Histoire du musée
Le musée le Secq des Tournelles est un musée voué aux arts du fer. L'idée d'une telle collection appartint à Jean-Louis-Henri Le Secq Destournelles (1818-1882), peintre formé à Paris et à Rome, devenu un des premiers photographes français. Au titre de photographe il fut requis par Prosper Mérimée pour photographier les monuments historiques de la France, dont Mérimée venait de créer le service (1845). C'est sans doute au fil de ses missions qu'il découvrit les pièces de ferronnerie qui agrémentaient les villes ou les monuments anciens. Il entreprit donc une collection vers 1865.
Son fils, Henry (1854–1925), la continua, avant de l'offrir à la ville de Rouen où il recherchait ses ancêtres (1917). Peu avant, en 1900, cette collection passa sur le devant de la scène, lorsqu' Henry Le Secq prêta près de mille objets à l'Exposition Universelle de Paris (section de Ferronnerie rétrospective). Le Musée des Arts décoratifs de Paris obtint alors d'en exposer une partie (publiée en 1909) : mais la place n'était pas suffisante et le collectionneur préféra Rouen. La ville de Rouen, consciente du patrimoine exceptionnel qui s'offrait là, lui attribua l'église Saint-Laurent, belle église de la fin du XVe siècle sauvée de la ruine en 1893 et restaurée en 1911 (pour le Millénaire de la Normandie).
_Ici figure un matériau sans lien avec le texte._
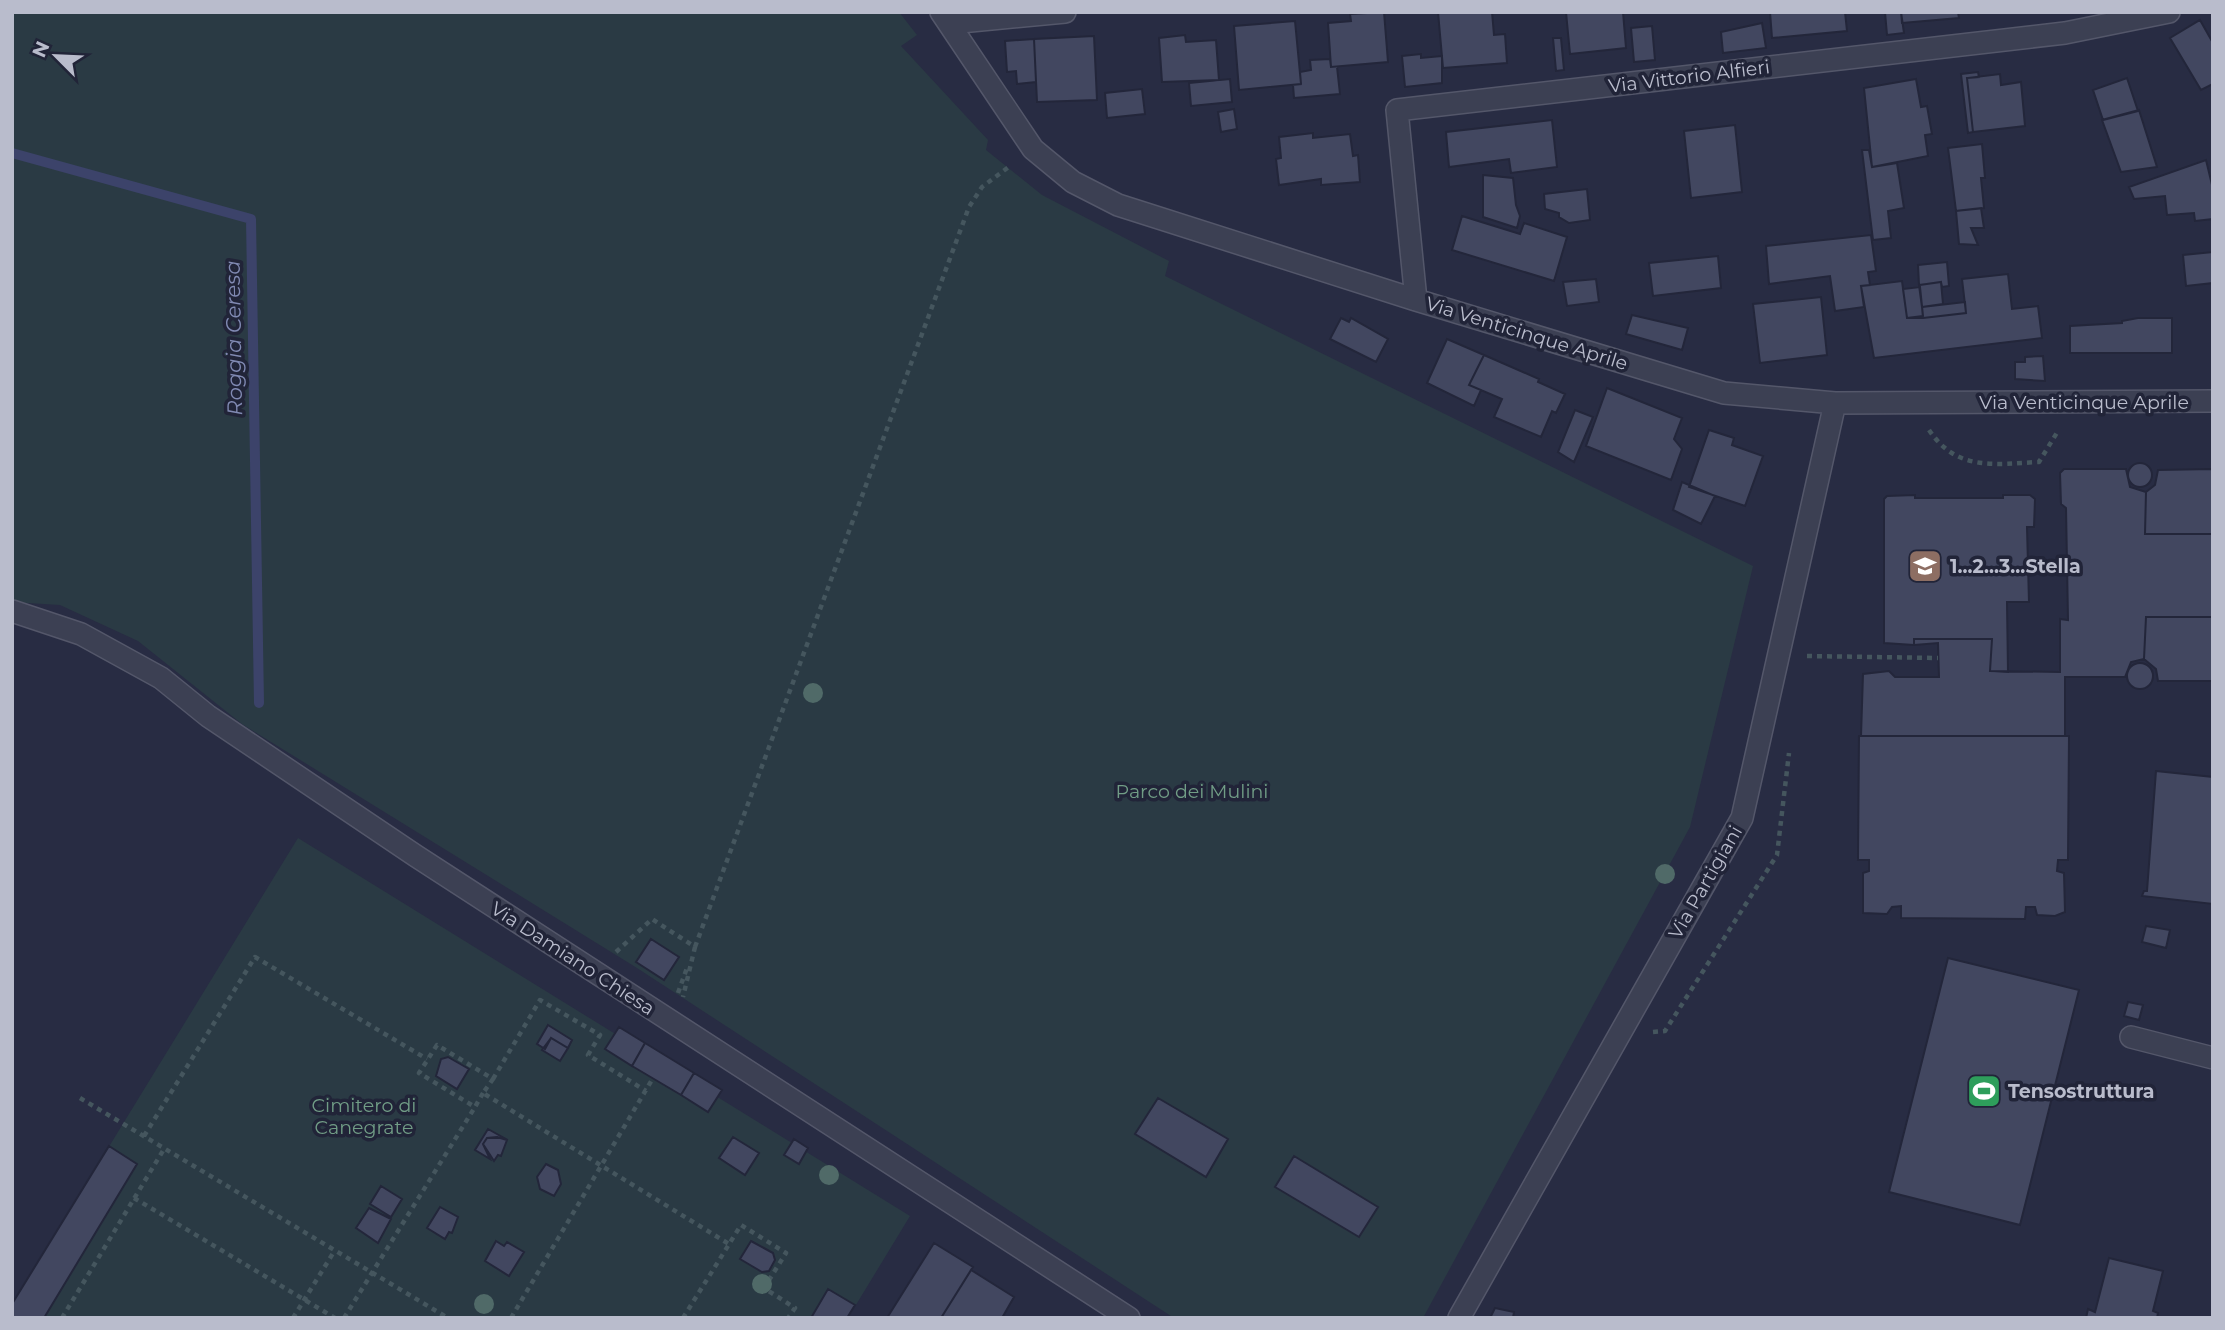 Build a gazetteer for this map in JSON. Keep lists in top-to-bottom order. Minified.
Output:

Le musée y fut inauguré en 1921 : "Le musée Saint-Laurent ouvre ses portes, les visiteurs abondent, les ferronniers d'art trouvent des sujets d'étude, les amateurs des sensations artistiques", écrit le donateur comblé. Jusqu'à sa mort en 1925, il continue à enrichir et à remodeler le musée dont il est devenu le conservateur. Après lui, quelques connaisseurs y ajoutent des pièces de choix : don d'Allemagne (1951), legs Bréard (1951) ou Sangnier-Dessirier (1957). L'ensemble ainsi rassemblé compte aujourd'hui près de quatorze mille pièces. Il offre au visiteur qui se présente à Rouen une saisissante vue d'ensemble des arts du fer (forgé, orfèvré, moulé).
Les collections
L'originalité du musée tient précisément au concept qui a orienté la collection. Jean-Louis-Henri Le Secq des Tournelles s'est en effet rendu compte des ressources infinies de ce métal : le fer permet de fabriquer une plus grande diversité d'objets que tout autre métal, du plus gros au plus menu. Car, travaillé à chaud, il devient aussi malléable qu'une pâte à modeler, tandis que, refroidi, il est d'une dureté et d'une solidité remarquables. Sa maîtrise requiert un apprentissage long et sérieux, ce qui lui vaut souvent sa haute perfection. Le fer est donc utilisé tant pour les gros ouvrages que sont les rampes d'escalier, les coffres-forts ou les grilles de prison, que pour des objets personnels, comme les bijoux, les briquets, les outils ou les accessoires de couture. Il sert tout particulièrement à fabriquer les clefs et les serrures, organes de défense du portail comme du plus petit coffret. Il se découvre enfin dans des pièces d'orfèvrerie, incrusté dans de l'or ou de l'écaille (ce que les Anglais nomment « piqué »).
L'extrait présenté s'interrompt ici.